*RECORDED INFORMATION*:
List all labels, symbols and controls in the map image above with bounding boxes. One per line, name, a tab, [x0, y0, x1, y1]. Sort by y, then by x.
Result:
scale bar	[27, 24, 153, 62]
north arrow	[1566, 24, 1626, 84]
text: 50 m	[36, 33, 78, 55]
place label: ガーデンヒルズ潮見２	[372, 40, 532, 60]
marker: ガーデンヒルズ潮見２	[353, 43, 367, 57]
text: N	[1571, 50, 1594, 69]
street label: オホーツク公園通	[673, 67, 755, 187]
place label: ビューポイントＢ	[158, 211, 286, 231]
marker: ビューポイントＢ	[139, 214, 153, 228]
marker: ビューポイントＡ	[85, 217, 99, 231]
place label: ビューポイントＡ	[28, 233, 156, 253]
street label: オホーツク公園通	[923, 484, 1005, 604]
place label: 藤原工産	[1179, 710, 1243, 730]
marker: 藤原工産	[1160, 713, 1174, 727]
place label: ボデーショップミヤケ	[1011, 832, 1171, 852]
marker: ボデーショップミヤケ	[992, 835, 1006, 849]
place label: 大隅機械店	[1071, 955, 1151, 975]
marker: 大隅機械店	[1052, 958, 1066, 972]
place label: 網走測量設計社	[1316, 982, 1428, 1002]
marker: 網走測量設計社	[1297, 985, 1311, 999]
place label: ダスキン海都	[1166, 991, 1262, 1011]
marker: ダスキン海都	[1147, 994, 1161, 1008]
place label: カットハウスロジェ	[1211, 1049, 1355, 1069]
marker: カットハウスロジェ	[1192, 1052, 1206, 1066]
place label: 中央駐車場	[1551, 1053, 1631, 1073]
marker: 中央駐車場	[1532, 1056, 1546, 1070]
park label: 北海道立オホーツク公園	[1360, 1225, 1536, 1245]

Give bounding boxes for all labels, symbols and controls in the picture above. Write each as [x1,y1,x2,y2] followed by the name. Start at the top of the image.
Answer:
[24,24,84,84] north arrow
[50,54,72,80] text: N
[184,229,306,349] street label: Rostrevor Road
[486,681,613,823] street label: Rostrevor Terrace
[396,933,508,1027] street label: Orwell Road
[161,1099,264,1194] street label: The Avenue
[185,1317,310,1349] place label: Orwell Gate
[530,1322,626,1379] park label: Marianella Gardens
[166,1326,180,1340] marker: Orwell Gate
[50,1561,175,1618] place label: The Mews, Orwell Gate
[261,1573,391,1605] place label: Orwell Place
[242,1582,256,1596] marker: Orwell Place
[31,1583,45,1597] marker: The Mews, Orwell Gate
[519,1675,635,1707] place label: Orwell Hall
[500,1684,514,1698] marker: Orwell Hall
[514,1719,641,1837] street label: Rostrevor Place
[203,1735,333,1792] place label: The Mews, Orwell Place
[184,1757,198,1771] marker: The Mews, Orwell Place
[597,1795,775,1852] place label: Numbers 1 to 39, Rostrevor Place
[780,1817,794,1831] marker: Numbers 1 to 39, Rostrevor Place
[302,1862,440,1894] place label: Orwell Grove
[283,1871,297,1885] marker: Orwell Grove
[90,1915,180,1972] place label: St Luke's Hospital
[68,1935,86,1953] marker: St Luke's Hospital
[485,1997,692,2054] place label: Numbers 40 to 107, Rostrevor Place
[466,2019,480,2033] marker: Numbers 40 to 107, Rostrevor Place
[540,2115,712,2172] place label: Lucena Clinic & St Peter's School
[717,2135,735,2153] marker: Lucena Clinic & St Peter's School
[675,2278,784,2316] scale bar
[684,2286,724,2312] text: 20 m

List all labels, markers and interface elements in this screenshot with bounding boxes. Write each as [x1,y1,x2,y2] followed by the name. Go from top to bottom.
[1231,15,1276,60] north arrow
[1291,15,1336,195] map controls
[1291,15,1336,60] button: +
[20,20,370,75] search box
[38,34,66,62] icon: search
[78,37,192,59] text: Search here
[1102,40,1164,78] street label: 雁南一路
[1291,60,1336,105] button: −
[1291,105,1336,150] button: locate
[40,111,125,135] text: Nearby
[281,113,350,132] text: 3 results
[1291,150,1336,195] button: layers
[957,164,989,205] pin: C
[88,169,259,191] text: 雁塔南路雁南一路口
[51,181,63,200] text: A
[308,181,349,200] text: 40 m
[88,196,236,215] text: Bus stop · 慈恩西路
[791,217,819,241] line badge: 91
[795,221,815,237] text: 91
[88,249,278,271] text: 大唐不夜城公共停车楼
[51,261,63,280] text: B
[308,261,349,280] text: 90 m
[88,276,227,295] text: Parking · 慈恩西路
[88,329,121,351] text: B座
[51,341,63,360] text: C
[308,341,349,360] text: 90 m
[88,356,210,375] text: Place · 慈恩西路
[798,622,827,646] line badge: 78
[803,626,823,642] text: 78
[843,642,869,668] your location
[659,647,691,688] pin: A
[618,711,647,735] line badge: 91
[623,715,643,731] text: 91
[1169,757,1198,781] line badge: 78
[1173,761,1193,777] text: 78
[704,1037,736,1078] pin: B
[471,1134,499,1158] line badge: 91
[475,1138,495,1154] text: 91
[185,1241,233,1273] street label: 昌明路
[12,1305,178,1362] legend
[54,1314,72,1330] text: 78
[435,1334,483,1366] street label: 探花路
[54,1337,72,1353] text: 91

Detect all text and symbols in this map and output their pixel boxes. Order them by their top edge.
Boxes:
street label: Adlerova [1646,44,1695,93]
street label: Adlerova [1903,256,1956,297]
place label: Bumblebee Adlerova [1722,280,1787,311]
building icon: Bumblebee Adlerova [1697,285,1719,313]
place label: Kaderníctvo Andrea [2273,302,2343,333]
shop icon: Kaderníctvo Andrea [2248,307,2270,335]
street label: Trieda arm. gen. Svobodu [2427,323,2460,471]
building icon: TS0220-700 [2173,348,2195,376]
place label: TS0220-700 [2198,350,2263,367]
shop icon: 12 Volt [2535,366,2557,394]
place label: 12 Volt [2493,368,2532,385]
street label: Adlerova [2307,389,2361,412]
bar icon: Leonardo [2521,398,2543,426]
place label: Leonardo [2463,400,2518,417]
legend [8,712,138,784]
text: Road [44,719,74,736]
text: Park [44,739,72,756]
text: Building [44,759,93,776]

*TASK INSTRUCTIONS*: Starting at the first line and ending at the last, restate the material word for word.

*EXERCISE RESULT*:
List all labels, symbols and controls in the map image above with bounding boxes. One per line, name, a tab, [x0, y0, x1, y1]. Sort by y, then by x.
Result:
scale bar	[27, 24, 153, 62]
north arrow	[1566, 24, 1626, 84]
text: 50 m	[36, 33, 78, 55]
place label: ガーデンヒルズ潮見２	[372, 40, 532, 60]
marker: ガーデンヒルズ潮見２	[353, 43, 367, 57]
text: N	[1571, 50, 1594, 69]
street label: オホーツク公園通	[673, 67, 755, 187]
place label: ビューポイントＢ	[158, 211, 286, 231]
marker: ビューポイントＢ	[139, 214, 153, 228]
marker: ビューポイントＡ	[85, 217, 99, 231]
place label: ビューポイントＡ	[28, 233, 156, 253]
street label: オホーツク公園通	[923, 484, 1005, 604]
place label: 藤原工産	[1179, 710, 1243, 730]
marker: 藤原工産	[1160, 713, 1174, 727]
place label: ボデーショップミヤケ	[1011, 832, 1171, 852]
marker: ボデーショップミヤケ	[992, 835, 1006, 849]
place label: 大隅機械店	[1071, 955, 1151, 975]
marker: 大隅機械店	[1052, 958, 1066, 972]
place label: 網走測量設計社	[1316, 982, 1428, 1002]
marker: 網走測量設計社	[1297, 985, 1311, 999]
place label: ダスキン海都	[1166, 991, 1262, 1011]
marker: ダスキン海都	[1147, 994, 1161, 1008]
place label: カットハウスロジェ	[1211, 1049, 1355, 1069]
marker: カットハウスロジェ	[1192, 1052, 1206, 1066]
place label: 中央駐車場	[1551, 1053, 1631, 1073]
marker: 中央駐車場	[1532, 1056, 1546, 1070]
park label: 北海道立オホーツク公園	[1360, 1225, 1536, 1245]

Give bounding boxes for all labels, symbols and controls in the picture above. Write each as [x1,y1,x2,y2] followed by the name. Start at the top of the image.
Answer:
[24,24,84,84] north arrow
[50,54,72,80] text: N
[184,229,306,349] street label: Rostrevor Road
[486,681,613,823] street label: Rostrevor Terrace
[396,933,508,1027] street label: Orwell Road
[161,1099,264,1194] street label: The Avenue
[185,1317,310,1349] place label: Orwell Gate
[530,1322,626,1379] park label: Marianella Gardens
[166,1326,180,1340] marker: Orwell Gate
[50,1561,175,1618] place label: The Mews, Orwell Gate
[261,1573,391,1605] place label: Orwell Place
[242,1582,256,1596] marker: Orwell Place
[31,1583,45,1597] marker: The Mews, Orwell Gate
[519,1675,635,1707] place label: Orwell Hall
[500,1684,514,1698] marker: Orwell Hall
[514,1719,641,1837] street label: Rostrevor Place
[203,1735,333,1792] place label: The Mews, Orwell Place
[184,1757,198,1771] marker: The Mews, Orwell Place
[597,1795,775,1852] place label: Numbers 1 to 39, Rostrevor Place
[780,1817,794,1831] marker: Numbers 1 to 39, Rostrevor Place
[302,1862,440,1894] place label: Orwell Grove
[283,1871,297,1885] marker: Orwell Grove
[90,1915,180,1972] place label: St Luke's Hospital
[68,1935,86,1953] marker: St Luke's Hospital
[485,1997,692,2054] place label: Numbers 40 to 107, Rostrevor Place
[466,2019,480,2033] marker: Numbers 40 to 107, Rostrevor Place
[540,2115,712,2172] place label: Lucena Clinic & St Peter's School
[717,2135,735,2153] marker: Lucena Clinic & St Peter's School
[675,2278,784,2316] scale bar
[684,2286,724,2312] text: 20 m

List all labels, markers and interface elements in this screenshot with bounding boxes. Write each as [x1,y1,x2,y2] followed by the name. Go from top to bottom.
[1231,15,1276,60] north arrow
[1291,15,1336,195] map controls
[1291,15,1336,60] button: +
[20,20,370,75] search box
[38,34,66,62] icon: search
[78,37,192,59] text: Search here
[1102,40,1164,78] street label: 雁南一路
[1291,60,1336,105] button: −
[1291,105,1336,150] button: locate
[40,111,125,135] text: Nearby
[281,113,350,132] text: 3 results
[1291,150,1336,195] button: layers
[957,164,989,205] pin: C
[88,169,259,191] text: 雁塔南路雁南一路口
[51,181,63,200] text: A
[308,181,349,200] text: 40 m
[88,196,236,215] text: Bus stop · 慈恩西路
[791,217,819,241] line badge: 91
[795,221,815,237] text: 91
[88,249,278,271] text: 大唐不夜城公共停车楼
[51,261,63,280] text: B
[308,261,349,280] text: 90 m
[88,276,227,295] text: Parking · 慈恩西路
[88,329,121,351] text: B座
[51,341,63,360] text: C
[308,341,349,360] text: 90 m
[88,356,210,375] text: Place · 慈恩西路
[798,622,827,646] line badge: 78
[803,626,823,642] text: 78
[843,642,869,668] your location
[659,647,691,688] pin: A
[618,711,647,735] line badge: 91
[623,715,643,731] text: 91
[1169,757,1198,781] line badge: 78
[1173,761,1193,777] text: 78
[704,1037,736,1078] pin: B
[471,1134,499,1158] line badge: 91
[475,1138,495,1154] text: 91
[185,1241,233,1273] street label: 昌明路
[12,1305,178,1362] legend
[54,1314,72,1330] text: 78
[435,1334,483,1366] street label: 探花路
[54,1337,72,1353] text: 91

Detect all text and symbols in this map and output their pixel boxes. Order them by their top edge.
Boxes:
street label: Adlerova [1646,44,1695,93]
street label: Adlerova [1903,256,1956,297]
place label: Bumblebee Adlerova [1722,280,1787,311]
building icon: Bumblebee Adlerova [1697,285,1719,313]
place label: Kaderníctvo Andrea [2273,302,2343,333]
shop icon: Kaderníctvo Andrea [2248,307,2270,335]
street label: Trieda arm. gen. Svobodu [2427,323,2460,471]
building icon: TS0220-700 [2173,348,2195,376]
place label: TS0220-700 [2198,350,2263,367]
shop icon: 12 Volt [2535,366,2557,394]
place label: 12 Volt [2493,368,2532,385]
street label: Adlerova [2307,389,2361,412]
bar icon: Leonardo [2521,398,2543,426]
place label: Leonardo [2463,400,2518,417]
legend [8,712,138,784]
text: Road [44,719,74,736]
text: Park [44,739,72,756]
text: Building [44,759,93,776]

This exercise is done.